2026-06-01Artificial Intelligence

Artificial Intelligence
AI summary

The authors point out that current large language model agents learning to reason with search often struggle because they rarely get fully correct answers during training, making it hard to learn from success alone. They suggest using extra feedback from a verifier to help the model recognize and fix its mistakes while still learning. Their method, called CAPF, allows the model to improve its wrong answers during training by giving partial credit for these revisions, even though this extra feedback won't be available when the model is later used. Tests show that their approach helps improve the accuracy of a language model on several question-answering tasks.

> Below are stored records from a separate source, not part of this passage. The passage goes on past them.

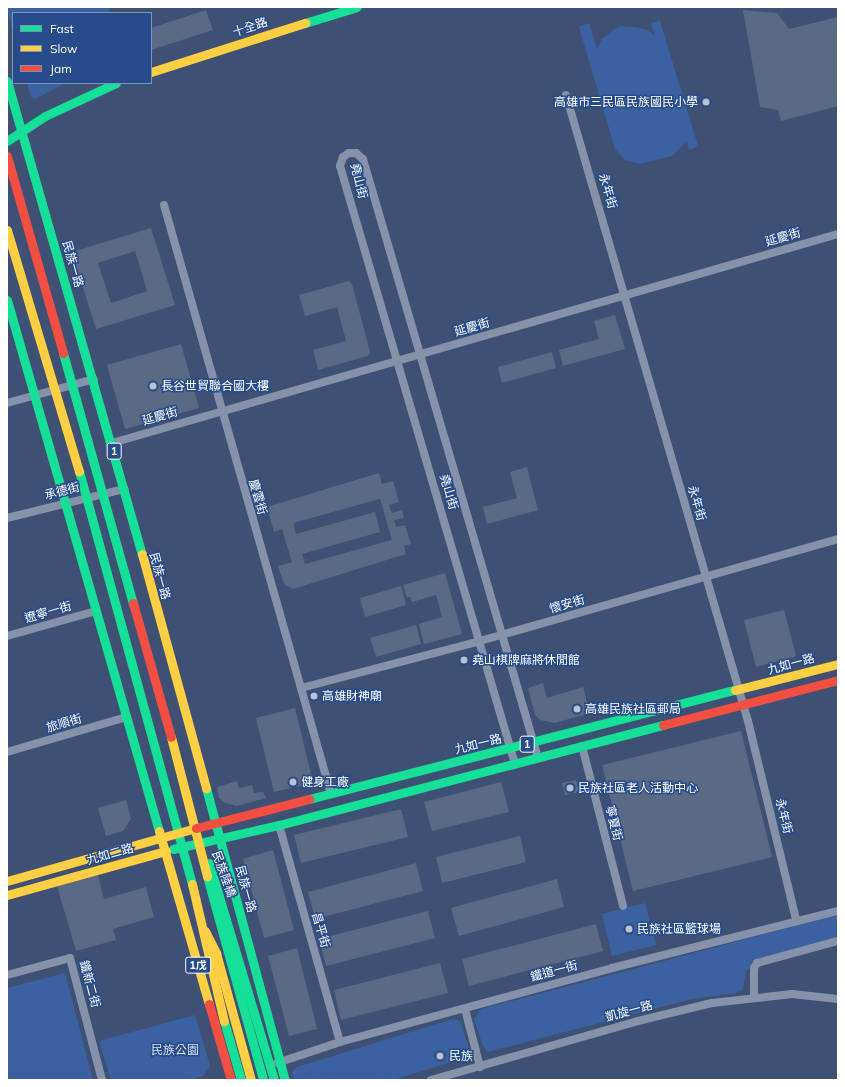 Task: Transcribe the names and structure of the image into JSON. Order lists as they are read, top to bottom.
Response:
{
  "streets": {
    "main road": [
      "十全路",
      "民族一路",
      "1",
      "九如一路",
      "九如二路",
      "民族陸橋",
      "1戊"
    ],
    "street": [
      "堯山街",
      "永年街",
      "延慶街",
      "承德街",
      "慶雲街",
      "懷安街",
      "遼寧一街",
      "旅順街",
      "寧夏街",
      "昌平街",
      "鐵道一街",
      "鐵新二街",
      "凱旋一路"
    ]
  },
  "crossings": [
    ["堯山街", "延慶街"],
    ["堯山街", "1"],
    ["堯山街", "懷安街"],
    ["堯山街", "九如一路"],
    ["永年街", "延慶街"],
    ["永年街", "1"],
    ["永年街", "懷安街"],
    ["永年街", "九如一路"],
    ["永年街", "鐵道一街"],
    ["延慶街", "民族一路"],
    ["延慶街", "慶雲街"],
    ["民族一路", "1"],
    ["民族一路", "承德街"],
    ["民族一路", "九如一路"],
    ["民族一路", "九如二路"],
    ["民族一路", "鐵道一街"],
    ["1", "承德街"],
    ["1", "寧夏街"],
    ["1", "九如二路"],
    ["1", "民族陸橋"],
    ["1", "昌平街"],
    ["慶雲街", "懷安街"],
    ["慶雲街", "九如一路"],
    ["九如一路", "九如二路"],
    ["九如二路", "民族陸橋"],
    ["九如二路", "1戊"],
    ["昌平街", "鐵道一街"],
    ["1戊", "鐵道一街"]
  ],
  "parks": ["民族公園"],
  "places": [
    "高雄市三民區民族國民小學",
    "長谷世貿聯合國大樓",
    "堯山棋牌麻將休閒館",
    "高雄財神廟",
    "高雄民族社區郵局",
    "健身工廠",
    "民族社區老人活動中心",
    "民族社區籃球場",
    "民族"
  ],
  "legend": ["Fast", "Slow", "Jam"]
}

large language model (LLM)reinforcement learningverifiable rewardssearch-augmented reasoningrolloutsprivileged feedbackcredit assignmentopen-domain question answeringexact-match scorepolicy revision
Authors
Bin Chen, Xinye Liao, Yiming Liu, Xin Liao, Chonghan Liu
Abstract
Recent LLM search agents use reinforcement learning with verifiable rewards (RLVR) to learn search-augmented reasoning from outcome rewards. On hard problems, these agents rarely sample end-to-end successful rollouts, leaving outcome-only RLVR with few positive-reward trajectories. We argue that improving learning on such problems requires additional guidance during training, and RLVR already contains verifier-side information that can provide it. This information can identify errors or omissions in the agent's submitted answer and guide revision within the rollout. We propose a training-time mechanism called \textbf{Credit-Attenuated Privileged Feedback} (CAPF), which makes this verifier-side information available through a Privileged Feedback call during training. CAPF lets the policy revise zero-reward attempts into positive-reward repair trajectories and attenuates credit for the feedback call and earlier actions to accommodate deployment without this call. Empirical research demonstrates that CAPF improves Qwen3-4B's average exact-match score from 44.7% under outcome-only RLVR to 48.5% on seven open-domain QA benchmarks.